Top of RECORDS FOR THE EXERCISE

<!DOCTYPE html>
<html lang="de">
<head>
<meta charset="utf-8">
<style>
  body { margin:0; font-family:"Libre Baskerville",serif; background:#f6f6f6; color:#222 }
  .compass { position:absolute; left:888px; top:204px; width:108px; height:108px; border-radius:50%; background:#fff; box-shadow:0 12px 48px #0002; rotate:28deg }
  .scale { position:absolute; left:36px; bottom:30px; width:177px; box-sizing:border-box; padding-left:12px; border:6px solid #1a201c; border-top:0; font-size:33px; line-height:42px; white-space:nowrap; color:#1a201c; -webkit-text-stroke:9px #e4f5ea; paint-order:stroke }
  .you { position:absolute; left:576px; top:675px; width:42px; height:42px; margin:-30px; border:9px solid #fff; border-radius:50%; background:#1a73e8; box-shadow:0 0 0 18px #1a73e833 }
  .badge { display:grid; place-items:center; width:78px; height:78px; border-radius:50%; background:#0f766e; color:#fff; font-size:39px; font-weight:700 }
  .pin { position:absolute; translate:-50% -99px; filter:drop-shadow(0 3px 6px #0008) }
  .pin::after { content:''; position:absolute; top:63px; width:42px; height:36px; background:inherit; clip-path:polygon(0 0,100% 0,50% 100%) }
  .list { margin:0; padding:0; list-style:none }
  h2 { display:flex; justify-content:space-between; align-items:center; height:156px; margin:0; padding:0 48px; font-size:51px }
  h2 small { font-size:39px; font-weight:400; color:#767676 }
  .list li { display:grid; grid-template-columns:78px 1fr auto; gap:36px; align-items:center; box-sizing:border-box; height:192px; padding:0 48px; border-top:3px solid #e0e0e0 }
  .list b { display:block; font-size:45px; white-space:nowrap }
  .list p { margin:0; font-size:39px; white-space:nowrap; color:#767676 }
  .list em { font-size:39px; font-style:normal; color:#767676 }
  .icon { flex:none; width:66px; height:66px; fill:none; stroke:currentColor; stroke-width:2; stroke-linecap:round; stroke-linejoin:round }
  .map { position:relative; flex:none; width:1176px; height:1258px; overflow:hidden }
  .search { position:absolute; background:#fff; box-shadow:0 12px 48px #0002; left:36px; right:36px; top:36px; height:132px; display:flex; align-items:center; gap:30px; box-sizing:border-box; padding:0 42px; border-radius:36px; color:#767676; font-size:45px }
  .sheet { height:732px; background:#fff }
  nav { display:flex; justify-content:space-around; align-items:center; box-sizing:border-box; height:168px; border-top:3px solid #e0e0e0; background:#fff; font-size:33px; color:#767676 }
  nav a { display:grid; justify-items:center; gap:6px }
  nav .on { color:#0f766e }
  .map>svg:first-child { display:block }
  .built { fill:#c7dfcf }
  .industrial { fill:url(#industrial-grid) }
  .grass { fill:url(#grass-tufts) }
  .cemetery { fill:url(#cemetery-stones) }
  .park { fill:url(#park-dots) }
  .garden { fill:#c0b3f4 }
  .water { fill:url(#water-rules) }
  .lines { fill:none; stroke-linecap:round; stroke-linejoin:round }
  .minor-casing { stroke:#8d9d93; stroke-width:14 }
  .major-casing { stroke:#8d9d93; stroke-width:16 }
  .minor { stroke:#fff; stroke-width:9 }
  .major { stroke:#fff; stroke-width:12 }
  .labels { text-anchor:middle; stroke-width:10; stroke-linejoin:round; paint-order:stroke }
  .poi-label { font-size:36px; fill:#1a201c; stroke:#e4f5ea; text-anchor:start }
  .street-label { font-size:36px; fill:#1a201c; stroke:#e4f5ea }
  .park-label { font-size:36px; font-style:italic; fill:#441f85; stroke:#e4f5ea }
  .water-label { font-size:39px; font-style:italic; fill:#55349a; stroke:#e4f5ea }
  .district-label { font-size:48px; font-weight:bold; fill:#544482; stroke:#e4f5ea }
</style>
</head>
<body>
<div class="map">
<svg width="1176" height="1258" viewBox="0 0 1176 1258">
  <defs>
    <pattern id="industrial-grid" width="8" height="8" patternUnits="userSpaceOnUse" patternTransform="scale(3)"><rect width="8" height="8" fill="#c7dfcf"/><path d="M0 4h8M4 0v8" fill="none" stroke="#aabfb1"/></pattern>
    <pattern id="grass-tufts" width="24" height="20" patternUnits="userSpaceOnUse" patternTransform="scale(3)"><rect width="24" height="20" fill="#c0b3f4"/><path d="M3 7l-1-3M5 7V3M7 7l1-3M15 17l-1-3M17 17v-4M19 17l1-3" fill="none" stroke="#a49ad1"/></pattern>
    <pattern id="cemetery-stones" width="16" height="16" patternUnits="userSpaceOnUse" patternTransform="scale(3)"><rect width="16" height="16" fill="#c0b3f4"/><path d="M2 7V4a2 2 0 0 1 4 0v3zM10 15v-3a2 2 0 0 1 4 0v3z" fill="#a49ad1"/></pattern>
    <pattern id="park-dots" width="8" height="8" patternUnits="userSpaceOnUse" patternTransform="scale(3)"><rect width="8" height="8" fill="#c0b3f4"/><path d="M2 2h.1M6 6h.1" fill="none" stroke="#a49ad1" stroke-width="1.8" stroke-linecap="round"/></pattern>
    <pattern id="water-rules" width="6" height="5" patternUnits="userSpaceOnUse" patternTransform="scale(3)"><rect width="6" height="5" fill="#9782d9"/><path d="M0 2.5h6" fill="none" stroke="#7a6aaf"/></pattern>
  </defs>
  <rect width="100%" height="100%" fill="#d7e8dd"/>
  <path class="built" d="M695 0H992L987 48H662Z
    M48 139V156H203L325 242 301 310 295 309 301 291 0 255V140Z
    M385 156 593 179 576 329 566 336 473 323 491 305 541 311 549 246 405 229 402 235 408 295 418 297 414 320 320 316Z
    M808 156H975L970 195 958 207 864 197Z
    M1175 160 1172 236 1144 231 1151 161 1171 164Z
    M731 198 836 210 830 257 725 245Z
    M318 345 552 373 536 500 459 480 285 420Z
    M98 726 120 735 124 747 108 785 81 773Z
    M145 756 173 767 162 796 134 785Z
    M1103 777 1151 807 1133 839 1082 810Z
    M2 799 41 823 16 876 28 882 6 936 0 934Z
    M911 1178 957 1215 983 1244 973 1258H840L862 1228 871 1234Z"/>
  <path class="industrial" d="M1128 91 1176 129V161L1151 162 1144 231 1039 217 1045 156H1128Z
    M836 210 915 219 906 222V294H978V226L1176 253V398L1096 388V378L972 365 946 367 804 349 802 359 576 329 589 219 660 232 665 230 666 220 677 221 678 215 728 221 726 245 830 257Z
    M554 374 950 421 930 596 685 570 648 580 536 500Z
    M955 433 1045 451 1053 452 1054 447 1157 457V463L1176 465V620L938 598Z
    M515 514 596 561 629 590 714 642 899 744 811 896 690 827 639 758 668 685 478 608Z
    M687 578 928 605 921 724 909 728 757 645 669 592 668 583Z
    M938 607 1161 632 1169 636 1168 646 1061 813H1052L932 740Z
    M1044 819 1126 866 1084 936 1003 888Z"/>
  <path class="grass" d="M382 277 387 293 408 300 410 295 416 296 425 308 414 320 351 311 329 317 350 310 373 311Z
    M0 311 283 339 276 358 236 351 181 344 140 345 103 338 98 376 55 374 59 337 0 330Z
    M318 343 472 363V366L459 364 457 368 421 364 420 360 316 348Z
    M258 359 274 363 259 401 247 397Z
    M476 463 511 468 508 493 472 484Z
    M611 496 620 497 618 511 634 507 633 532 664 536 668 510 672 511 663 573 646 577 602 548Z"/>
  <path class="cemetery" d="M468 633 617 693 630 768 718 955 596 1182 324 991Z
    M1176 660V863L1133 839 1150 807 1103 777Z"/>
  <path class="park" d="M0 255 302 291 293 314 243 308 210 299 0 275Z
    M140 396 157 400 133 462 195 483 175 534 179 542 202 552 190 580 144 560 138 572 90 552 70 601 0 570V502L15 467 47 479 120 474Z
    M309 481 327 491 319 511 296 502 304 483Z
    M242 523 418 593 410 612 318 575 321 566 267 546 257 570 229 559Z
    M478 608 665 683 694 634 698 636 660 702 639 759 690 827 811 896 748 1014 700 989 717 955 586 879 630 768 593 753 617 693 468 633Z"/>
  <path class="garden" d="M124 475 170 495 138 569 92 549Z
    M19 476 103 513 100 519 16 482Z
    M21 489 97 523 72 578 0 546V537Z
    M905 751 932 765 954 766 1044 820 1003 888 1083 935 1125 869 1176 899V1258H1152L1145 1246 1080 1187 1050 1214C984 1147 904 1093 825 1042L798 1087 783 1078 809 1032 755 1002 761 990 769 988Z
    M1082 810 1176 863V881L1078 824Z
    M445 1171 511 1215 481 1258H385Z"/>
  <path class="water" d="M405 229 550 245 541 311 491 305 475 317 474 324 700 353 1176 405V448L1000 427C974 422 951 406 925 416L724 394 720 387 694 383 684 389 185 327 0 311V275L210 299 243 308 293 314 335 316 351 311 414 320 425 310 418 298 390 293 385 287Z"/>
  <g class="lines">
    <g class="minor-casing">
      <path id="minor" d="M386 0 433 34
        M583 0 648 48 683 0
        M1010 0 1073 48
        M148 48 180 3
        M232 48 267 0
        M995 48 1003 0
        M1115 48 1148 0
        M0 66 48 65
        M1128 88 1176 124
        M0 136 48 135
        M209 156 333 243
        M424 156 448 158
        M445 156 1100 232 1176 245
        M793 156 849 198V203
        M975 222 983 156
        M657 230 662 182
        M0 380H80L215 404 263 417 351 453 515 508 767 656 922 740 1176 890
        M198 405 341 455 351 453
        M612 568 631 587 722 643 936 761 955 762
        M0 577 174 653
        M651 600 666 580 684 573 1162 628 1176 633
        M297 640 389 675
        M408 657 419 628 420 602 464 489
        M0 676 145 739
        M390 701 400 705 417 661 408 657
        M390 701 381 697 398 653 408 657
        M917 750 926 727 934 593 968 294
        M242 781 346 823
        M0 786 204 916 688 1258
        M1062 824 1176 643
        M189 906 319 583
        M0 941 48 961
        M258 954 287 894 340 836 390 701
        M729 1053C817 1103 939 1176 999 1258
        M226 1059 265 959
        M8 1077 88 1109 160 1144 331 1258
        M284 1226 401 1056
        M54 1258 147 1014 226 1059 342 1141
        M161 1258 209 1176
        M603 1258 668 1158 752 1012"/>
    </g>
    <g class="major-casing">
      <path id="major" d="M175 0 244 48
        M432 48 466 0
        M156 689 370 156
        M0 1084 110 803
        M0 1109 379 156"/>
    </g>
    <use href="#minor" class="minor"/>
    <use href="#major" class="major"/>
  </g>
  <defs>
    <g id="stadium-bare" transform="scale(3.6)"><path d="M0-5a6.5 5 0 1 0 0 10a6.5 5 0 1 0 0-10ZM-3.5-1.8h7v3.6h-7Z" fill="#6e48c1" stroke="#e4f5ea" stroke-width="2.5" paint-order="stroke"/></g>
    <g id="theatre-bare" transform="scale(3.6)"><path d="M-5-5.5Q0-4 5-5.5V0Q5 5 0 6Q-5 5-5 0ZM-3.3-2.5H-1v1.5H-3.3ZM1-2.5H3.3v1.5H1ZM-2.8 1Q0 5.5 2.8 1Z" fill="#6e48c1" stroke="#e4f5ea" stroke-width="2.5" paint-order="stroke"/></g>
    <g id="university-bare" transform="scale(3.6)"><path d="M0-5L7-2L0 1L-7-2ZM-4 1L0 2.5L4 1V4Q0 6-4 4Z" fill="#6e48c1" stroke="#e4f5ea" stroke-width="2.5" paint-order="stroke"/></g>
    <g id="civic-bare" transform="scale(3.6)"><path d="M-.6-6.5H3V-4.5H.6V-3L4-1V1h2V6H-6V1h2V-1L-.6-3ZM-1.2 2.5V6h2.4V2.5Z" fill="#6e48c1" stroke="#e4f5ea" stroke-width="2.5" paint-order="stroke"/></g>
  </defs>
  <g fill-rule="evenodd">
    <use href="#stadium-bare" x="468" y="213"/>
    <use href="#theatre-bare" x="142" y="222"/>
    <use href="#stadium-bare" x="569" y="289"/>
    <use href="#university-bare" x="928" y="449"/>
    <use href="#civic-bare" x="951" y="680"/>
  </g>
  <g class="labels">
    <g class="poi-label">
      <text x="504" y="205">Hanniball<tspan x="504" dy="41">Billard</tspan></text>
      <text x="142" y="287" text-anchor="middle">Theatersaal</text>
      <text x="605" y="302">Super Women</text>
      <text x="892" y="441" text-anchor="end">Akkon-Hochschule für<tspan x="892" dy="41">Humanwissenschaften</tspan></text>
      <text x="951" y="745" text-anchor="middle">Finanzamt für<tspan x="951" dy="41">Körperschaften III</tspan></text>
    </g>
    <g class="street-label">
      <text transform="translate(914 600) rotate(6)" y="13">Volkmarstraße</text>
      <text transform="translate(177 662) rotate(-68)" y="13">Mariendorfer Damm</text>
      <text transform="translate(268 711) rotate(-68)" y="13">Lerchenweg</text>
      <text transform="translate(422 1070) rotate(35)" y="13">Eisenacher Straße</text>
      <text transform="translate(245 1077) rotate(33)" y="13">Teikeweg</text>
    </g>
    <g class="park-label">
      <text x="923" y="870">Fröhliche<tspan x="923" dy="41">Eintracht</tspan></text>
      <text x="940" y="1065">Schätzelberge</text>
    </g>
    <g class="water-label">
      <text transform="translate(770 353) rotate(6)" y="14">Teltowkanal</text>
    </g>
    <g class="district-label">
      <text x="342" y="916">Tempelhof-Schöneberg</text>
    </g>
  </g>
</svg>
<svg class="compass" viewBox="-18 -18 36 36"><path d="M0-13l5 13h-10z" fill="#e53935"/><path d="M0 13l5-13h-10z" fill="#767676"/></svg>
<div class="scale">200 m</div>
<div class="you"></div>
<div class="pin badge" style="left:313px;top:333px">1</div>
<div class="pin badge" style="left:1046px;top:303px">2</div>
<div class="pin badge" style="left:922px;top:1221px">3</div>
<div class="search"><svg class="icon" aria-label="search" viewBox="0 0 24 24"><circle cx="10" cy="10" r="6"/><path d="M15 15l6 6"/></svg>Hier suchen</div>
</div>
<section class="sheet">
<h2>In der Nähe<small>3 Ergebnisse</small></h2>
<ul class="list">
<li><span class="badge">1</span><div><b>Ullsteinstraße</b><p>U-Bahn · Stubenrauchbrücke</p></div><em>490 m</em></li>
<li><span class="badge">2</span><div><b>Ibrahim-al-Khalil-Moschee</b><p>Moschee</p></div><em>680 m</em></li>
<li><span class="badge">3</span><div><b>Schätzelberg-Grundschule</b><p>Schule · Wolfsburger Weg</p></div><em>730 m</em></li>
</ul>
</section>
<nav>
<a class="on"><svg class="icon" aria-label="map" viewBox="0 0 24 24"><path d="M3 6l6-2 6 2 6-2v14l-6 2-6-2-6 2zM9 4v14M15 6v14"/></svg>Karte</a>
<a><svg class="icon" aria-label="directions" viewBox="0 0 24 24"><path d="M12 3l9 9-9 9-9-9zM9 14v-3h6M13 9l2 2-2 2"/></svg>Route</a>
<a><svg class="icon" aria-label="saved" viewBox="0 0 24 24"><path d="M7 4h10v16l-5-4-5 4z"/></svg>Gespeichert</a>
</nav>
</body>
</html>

Bottom of RECORDS FOR THE EXERCISE

→ ASSIGNMENT
Wherever "white" occurs in the entries above, copy the line it sits on.

→ OUTPUT OF THE EXERCISE
  .scale { position:absolute; left:36px; bottom:30px; width:177px; box-sizing:border-box; padding-left:12px; border:6px solid #1a201c; border-top:0; font-size:33px; line-height:42px; white-space:nowrap; color:#1a201c; -webkit-text-stroke:9px #e4f5ea; paint-order:stroke }
  .list b { display:block; font-size:45px; white-space:nowrap }
  .list p { margin:0; font-size:39px; white-space:nowrap; color:#767676 }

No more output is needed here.